The Morris Justice Project (MJP) is a participatory action research (PAR) collective of south Bronx residents and academics from the CUNY Graduate Center and John Jay College of Criminal Justice. For four years, MJP has focused on the impacts of aggressive policing in a 42-block area of the Bronx. PAR is rooted in the call for “no research about us, without us,” or what Arjun Appaduri calls the “right to research.” It challenges notions of expertise by repositioning subjects of research as the architects, ultimately shifting what knowledge is actionable. 

I began working with MJP in 2014 on a research and media strategy we developed to counter the racialized logic of broken windows policing, which aggressively targets “disorder.” The posters, other visuals and writings were distributed extensively in the neighborhood and to fans who travel to the area to go to games at Yankees stadium. 

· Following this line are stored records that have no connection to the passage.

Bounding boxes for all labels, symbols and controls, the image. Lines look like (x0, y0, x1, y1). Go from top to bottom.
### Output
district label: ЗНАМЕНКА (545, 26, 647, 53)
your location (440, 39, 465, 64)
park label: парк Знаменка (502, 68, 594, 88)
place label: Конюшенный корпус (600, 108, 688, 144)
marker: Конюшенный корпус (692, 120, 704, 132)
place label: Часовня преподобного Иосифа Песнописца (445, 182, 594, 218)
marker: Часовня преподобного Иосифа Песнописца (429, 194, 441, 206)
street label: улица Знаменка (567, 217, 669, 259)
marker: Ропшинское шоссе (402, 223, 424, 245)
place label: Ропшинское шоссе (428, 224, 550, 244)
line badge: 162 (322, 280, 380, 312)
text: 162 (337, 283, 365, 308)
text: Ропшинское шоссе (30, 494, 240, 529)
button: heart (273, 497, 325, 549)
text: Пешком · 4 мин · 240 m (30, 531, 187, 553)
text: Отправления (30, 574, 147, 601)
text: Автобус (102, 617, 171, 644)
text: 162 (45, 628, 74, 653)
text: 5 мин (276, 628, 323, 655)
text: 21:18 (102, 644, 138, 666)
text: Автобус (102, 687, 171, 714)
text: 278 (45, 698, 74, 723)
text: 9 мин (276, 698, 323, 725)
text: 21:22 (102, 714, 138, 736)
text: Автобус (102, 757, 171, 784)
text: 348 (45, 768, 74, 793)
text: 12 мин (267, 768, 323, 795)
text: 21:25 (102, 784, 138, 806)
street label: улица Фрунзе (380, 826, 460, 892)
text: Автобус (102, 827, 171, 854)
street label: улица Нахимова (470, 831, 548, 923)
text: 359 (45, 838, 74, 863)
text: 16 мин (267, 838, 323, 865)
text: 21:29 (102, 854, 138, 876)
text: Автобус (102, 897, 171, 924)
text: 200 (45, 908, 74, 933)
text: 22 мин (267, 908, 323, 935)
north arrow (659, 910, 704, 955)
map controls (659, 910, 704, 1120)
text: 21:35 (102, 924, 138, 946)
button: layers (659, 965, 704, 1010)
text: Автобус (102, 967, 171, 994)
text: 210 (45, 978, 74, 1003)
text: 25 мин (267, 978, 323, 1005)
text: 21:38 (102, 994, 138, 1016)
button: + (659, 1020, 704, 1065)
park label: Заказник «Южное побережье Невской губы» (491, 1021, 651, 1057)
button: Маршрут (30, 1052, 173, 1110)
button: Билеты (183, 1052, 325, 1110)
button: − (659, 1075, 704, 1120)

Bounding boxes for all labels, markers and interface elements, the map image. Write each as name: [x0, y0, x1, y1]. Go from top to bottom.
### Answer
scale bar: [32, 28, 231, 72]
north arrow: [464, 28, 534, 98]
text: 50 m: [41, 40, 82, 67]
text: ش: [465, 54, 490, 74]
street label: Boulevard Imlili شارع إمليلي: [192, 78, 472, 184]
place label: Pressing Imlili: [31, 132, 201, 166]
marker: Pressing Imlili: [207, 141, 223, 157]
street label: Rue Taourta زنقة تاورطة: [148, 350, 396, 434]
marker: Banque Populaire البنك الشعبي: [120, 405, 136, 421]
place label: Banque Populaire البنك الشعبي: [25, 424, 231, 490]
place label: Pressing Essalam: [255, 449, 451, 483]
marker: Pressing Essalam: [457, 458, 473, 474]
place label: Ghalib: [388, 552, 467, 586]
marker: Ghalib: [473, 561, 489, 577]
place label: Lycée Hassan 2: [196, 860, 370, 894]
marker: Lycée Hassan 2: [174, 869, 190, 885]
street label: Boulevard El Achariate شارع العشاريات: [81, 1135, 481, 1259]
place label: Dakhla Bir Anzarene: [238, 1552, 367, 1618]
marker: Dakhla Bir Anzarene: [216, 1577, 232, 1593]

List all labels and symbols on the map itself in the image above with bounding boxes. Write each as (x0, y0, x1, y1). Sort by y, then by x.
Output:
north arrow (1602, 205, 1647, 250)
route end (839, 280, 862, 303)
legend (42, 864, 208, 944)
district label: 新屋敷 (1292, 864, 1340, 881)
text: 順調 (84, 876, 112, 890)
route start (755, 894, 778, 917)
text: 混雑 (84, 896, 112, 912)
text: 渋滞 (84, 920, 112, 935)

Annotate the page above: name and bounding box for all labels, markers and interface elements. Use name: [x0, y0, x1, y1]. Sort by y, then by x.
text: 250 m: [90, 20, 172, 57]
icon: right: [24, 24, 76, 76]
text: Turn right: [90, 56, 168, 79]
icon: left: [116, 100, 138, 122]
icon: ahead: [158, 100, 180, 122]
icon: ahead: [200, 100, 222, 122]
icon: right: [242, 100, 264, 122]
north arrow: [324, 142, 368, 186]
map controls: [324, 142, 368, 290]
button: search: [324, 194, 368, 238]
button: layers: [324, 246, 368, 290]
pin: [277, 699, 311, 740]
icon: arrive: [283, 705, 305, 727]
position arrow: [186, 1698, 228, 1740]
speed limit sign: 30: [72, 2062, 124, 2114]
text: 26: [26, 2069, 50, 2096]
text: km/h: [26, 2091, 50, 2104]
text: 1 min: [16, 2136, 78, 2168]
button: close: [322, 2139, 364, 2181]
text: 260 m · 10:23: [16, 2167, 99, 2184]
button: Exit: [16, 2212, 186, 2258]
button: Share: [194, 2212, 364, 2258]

MJP’s iterative research process originated with community surveys and focus groups. This grew into complex “sidewalk science” installations. These participatory contact zones are symbolic reclamations of public space and community solidarity, and practical methods of communication, relationship building, debate, and data collection. Additionally, the research is mobilized through articles, presentations (including at the Whitehouse), with Communities United For Police Reform (the largest police reform coalition in NYC) and in the judicially mandated process to reform NYPD’s “stop and frisk” practices.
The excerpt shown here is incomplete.